I have a file, about 100 MB in size, consisting of several thousand density profiles, captured over time. These are just long sequences of {x,y} pairs specifying {radius, density}, separated by double newlines between each time capture.
I am currently using GNUplot to visualize the evolution of these profiles in time, but to be blunt, it sucks. The algorithm for fetching profile X seems to require re-scanning the entire file each time - meaning, to plot profile 1000, it has to re-read profiles 1 - 999 first. Then profile 1001 requires re-reading 1-1000, and so forth. This is basically O(n^2) running time, and so it slows down quite a bit as the animation progresses.

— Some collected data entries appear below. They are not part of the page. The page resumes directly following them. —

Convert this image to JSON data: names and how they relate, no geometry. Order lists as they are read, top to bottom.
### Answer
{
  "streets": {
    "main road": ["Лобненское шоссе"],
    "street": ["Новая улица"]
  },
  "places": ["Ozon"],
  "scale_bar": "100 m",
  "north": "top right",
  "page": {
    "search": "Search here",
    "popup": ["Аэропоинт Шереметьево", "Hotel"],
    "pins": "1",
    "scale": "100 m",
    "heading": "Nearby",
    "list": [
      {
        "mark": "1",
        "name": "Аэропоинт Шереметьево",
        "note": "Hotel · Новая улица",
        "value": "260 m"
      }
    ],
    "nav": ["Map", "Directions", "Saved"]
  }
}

It’s also just a general pain in the ass - doing any kind of animation at all seems barely-supported, and requires a bit of a hack to begin with. There is no way to pause, rewind, continue, speed up, slow down, etc.
Surely there must be another program out there that will do what I want, without going full bore into some massive program like Paraview. Any suggestions?
There are just simple line graphs, I don’t need anything fancy at all, just reasonable animation support.
How exactly are you sending the data to GNUPlot? It sounds like you’re using some sort of front-end application; the only times I’ve used it, it’s been through the API, so I could handle the data in any way I want. It should be trivial to write a program in your favorite scripting language to read the data into memory once and output the plots.
I’m not sure if the API can output animations directly, but you can probably output a bunch of static plots to a directory and then stitch them together with something like Image Magick.
I just recently looked into freeware data visualization software, although not specifically for animation (I was mostly concerned with doing 3d charts that gave me more control than found in, say, Excel or gnuplot). I don’t have time right now to double-check the animation ability, but here’s some that I think might be worth looking at:
None struck me as particularly inutitive to use, and the documentation for 3 and 4 was pretty bad. IIRC, both 1 and 2 do (real-time) animations; neither are very pretty (which is one thing I was particularly concerned with). 3 and 4 are very similar and yield very nice plots, but QtiPlot was far more stable.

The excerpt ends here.